Stored data
______
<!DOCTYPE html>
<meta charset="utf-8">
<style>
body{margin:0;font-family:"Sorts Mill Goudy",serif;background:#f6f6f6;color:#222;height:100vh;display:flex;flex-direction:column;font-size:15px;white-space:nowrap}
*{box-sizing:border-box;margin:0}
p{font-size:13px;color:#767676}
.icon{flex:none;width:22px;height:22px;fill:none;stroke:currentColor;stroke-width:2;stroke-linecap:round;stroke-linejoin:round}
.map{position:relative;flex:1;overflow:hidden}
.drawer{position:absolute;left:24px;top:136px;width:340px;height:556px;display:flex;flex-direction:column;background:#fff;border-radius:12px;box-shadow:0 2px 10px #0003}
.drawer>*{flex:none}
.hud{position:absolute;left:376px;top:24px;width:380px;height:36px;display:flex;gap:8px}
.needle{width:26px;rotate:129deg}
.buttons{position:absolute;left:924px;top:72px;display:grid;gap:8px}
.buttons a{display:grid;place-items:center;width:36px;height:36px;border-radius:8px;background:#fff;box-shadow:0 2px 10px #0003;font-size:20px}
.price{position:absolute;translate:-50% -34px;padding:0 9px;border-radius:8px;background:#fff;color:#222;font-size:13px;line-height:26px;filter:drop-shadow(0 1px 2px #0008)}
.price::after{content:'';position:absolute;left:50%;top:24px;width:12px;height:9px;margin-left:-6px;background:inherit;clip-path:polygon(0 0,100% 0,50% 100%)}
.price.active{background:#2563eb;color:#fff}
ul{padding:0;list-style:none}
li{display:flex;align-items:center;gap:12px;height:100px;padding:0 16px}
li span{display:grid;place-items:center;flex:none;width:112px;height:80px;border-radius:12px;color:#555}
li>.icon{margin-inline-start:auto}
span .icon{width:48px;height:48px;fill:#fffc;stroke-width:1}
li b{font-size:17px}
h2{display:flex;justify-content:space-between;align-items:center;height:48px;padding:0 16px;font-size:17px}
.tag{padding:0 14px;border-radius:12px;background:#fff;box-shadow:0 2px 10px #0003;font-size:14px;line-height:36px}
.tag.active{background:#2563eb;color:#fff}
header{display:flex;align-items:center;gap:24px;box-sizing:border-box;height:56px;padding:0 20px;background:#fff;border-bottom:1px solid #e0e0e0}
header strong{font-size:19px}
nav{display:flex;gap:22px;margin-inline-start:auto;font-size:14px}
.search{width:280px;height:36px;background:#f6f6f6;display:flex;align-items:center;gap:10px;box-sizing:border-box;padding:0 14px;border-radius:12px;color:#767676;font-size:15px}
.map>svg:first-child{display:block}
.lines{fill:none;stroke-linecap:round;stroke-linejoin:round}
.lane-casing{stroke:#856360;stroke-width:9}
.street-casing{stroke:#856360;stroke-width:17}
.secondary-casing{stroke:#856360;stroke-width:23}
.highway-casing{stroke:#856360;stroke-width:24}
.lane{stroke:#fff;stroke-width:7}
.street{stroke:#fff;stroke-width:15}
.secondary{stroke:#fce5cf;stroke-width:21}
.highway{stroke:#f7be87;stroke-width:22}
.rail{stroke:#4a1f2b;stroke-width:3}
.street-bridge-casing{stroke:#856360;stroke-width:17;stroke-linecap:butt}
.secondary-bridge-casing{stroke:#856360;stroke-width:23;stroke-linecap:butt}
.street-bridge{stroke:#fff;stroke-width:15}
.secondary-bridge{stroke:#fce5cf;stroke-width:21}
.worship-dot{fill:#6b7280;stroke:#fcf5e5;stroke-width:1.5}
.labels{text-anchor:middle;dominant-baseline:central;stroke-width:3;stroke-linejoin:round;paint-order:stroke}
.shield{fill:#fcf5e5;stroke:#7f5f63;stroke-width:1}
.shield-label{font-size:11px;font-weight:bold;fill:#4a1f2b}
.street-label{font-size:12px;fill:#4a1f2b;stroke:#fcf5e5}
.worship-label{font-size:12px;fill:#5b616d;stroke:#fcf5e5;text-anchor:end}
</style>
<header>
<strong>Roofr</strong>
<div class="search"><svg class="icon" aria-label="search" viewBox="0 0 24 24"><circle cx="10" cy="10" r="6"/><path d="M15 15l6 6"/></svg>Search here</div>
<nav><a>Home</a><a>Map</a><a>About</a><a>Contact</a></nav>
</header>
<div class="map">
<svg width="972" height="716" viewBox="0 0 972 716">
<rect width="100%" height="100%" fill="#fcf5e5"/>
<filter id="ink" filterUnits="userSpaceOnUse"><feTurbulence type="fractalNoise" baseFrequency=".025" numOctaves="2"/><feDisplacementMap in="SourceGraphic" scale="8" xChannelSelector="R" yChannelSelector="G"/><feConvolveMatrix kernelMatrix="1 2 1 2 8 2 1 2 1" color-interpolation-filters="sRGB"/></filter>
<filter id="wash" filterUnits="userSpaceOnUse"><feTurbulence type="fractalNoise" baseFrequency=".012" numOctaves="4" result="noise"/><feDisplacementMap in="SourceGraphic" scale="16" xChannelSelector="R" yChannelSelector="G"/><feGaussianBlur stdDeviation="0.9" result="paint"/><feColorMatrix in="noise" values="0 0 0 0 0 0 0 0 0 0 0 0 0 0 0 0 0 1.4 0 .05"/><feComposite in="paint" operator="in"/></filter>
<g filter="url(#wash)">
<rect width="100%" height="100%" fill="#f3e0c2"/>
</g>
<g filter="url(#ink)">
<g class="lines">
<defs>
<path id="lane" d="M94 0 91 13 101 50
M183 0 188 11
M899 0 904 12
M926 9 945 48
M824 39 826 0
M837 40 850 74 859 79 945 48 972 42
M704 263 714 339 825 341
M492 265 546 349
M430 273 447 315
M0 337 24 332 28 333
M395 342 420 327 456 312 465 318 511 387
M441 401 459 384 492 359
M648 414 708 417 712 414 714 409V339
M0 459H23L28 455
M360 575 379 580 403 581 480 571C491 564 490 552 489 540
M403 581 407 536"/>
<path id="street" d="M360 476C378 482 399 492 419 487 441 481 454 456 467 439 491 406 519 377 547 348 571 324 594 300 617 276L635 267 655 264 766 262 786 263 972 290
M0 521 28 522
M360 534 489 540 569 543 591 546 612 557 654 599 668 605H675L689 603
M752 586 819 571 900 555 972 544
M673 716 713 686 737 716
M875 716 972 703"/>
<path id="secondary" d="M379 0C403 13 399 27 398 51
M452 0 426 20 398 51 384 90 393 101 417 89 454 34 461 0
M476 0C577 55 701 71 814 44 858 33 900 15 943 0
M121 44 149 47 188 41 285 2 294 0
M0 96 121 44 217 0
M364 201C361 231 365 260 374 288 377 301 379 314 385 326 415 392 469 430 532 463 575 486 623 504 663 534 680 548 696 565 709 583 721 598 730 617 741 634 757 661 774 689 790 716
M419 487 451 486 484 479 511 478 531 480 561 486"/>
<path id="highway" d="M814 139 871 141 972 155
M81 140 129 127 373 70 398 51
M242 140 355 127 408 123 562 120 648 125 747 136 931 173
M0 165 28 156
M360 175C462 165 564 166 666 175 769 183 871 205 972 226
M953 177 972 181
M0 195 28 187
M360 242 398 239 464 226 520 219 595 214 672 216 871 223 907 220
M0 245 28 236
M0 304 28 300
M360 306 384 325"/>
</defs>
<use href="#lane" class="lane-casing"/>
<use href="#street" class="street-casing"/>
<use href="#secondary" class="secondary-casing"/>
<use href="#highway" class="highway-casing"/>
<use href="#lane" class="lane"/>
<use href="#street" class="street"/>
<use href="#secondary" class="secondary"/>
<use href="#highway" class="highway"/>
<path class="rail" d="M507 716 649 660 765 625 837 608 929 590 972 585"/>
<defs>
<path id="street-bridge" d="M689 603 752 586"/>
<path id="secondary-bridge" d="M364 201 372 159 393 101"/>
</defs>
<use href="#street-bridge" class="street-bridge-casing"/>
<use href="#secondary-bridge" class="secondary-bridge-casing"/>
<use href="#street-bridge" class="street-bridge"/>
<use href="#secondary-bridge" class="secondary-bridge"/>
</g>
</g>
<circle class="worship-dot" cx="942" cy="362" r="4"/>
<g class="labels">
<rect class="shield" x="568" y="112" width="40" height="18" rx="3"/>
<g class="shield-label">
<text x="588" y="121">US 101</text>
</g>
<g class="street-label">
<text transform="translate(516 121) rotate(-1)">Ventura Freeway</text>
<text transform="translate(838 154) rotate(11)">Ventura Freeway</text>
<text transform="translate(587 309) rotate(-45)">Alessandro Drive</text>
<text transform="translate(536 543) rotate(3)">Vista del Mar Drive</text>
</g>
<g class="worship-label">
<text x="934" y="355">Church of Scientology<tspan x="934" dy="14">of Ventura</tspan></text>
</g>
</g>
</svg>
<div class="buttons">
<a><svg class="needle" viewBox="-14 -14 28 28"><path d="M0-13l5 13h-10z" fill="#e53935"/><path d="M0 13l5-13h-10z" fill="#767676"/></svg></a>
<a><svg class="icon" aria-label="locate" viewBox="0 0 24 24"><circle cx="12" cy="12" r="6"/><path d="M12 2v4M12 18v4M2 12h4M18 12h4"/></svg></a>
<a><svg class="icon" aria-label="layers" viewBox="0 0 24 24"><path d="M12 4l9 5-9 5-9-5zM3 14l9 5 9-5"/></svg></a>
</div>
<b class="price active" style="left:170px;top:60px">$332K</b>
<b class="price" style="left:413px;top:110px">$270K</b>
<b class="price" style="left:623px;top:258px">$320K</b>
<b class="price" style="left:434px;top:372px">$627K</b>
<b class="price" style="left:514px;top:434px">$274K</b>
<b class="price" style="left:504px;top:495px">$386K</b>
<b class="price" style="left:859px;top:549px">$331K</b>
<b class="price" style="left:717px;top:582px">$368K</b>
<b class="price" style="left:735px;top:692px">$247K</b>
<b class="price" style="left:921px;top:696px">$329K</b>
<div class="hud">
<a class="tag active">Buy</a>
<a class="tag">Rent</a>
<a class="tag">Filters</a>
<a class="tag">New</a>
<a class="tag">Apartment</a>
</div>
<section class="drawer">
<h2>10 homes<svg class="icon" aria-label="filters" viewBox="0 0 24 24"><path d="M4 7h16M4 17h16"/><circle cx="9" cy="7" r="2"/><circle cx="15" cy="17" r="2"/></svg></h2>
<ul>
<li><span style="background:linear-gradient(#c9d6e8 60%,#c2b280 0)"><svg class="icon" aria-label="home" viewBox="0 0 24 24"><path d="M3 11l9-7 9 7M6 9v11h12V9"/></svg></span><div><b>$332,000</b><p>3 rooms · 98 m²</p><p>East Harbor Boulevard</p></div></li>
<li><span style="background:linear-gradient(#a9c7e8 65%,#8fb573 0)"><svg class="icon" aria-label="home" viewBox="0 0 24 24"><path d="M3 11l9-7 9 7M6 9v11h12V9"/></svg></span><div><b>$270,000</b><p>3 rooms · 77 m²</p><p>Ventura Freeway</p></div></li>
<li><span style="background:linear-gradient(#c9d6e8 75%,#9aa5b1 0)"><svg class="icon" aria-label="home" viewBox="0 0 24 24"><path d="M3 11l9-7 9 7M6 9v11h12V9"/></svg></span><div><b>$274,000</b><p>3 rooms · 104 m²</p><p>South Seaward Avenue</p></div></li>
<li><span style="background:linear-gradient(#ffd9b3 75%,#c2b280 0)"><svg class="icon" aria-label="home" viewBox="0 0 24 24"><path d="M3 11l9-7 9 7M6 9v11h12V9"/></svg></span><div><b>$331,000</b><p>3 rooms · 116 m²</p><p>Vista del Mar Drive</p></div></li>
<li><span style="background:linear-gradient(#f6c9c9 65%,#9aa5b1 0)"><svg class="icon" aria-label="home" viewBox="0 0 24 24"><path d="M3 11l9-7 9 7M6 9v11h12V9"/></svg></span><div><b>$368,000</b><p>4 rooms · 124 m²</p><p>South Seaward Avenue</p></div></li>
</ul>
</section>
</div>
______
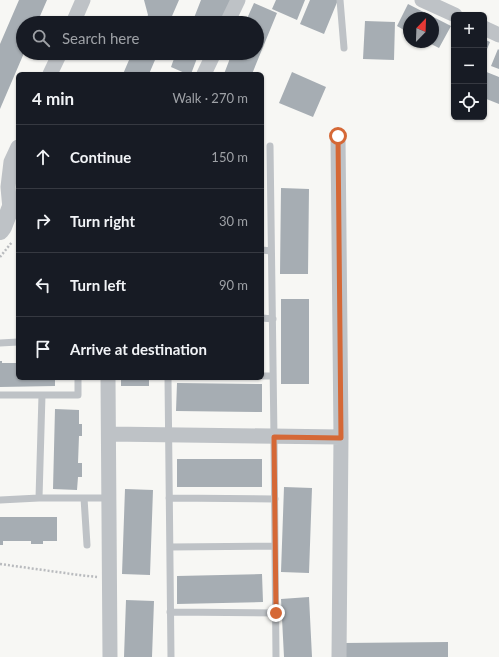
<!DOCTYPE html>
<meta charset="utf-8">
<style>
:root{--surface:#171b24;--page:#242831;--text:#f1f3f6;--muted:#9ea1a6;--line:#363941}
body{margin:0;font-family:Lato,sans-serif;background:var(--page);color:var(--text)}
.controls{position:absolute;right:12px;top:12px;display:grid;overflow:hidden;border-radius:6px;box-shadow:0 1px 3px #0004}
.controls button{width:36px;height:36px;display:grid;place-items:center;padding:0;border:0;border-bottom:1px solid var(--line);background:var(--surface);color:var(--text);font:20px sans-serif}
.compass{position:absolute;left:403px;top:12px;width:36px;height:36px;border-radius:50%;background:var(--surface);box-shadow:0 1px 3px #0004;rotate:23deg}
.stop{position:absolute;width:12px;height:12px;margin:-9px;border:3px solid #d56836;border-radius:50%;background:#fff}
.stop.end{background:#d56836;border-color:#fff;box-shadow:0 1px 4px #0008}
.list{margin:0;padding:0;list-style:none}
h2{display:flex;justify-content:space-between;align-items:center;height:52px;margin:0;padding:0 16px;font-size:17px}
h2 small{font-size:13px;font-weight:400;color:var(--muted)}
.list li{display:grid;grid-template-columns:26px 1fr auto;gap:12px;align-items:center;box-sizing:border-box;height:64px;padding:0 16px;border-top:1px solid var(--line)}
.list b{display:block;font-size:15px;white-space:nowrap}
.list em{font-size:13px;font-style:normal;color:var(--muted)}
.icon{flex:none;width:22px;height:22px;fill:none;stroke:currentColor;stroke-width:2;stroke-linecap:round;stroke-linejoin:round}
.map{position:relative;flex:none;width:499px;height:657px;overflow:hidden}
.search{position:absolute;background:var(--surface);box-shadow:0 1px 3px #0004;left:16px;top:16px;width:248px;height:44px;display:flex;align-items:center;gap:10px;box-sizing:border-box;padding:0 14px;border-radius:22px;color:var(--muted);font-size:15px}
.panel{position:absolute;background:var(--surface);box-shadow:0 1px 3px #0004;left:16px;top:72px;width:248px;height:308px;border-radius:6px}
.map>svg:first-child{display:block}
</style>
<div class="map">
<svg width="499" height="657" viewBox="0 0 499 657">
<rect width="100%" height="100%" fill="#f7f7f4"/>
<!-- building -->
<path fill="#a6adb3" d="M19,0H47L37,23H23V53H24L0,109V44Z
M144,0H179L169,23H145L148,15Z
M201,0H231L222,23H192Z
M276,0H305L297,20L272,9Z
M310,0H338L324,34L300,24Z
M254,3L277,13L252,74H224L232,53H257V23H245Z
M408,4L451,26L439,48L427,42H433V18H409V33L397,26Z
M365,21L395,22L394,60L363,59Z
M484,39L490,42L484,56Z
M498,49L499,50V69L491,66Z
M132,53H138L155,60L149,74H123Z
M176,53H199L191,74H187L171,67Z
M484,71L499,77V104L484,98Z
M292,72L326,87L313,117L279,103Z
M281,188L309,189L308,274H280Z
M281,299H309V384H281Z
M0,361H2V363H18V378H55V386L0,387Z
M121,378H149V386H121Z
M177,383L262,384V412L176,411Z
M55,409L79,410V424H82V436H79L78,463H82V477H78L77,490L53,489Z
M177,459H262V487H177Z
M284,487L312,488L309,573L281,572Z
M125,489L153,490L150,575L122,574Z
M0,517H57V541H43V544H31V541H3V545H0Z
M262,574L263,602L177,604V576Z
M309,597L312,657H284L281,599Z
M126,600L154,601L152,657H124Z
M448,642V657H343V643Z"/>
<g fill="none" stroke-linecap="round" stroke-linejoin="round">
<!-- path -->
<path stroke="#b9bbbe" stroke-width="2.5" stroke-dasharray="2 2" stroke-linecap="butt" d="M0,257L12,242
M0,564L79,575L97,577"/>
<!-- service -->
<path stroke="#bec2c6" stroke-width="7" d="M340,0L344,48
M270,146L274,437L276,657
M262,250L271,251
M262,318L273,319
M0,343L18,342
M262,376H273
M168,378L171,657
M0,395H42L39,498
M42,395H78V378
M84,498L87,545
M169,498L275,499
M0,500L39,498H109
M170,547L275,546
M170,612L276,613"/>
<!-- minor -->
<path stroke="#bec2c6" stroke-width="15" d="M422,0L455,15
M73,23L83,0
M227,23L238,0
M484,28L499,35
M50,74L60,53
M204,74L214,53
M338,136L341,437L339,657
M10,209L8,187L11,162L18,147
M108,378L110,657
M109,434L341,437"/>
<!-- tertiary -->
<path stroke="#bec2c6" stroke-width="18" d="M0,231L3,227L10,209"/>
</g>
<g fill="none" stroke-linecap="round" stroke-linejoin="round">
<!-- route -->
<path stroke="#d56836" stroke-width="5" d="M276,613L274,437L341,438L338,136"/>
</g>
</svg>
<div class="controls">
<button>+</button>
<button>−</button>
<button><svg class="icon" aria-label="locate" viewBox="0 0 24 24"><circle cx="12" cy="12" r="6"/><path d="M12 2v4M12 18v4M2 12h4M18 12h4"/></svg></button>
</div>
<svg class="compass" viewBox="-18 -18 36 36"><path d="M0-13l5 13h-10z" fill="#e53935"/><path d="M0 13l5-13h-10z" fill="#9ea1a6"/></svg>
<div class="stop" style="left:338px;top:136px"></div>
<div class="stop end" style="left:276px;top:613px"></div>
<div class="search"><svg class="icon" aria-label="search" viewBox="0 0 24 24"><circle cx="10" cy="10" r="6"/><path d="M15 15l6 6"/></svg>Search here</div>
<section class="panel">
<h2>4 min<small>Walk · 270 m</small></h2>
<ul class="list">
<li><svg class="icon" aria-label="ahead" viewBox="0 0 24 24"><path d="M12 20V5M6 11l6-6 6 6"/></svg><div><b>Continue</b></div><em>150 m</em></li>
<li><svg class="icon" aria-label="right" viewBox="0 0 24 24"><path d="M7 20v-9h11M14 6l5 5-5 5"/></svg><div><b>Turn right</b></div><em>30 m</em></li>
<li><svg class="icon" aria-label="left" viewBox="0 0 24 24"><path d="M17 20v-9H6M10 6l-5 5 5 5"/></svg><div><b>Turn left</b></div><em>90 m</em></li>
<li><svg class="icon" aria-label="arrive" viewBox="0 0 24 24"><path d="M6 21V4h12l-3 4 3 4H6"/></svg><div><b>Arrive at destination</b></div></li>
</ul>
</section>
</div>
______
To do =
Search the data for the string "lines". List each line that has it.

Solution for this task =
.lines{fill:none;stroke-linecap:round;stroke-linejoin:round}
<g class="lines">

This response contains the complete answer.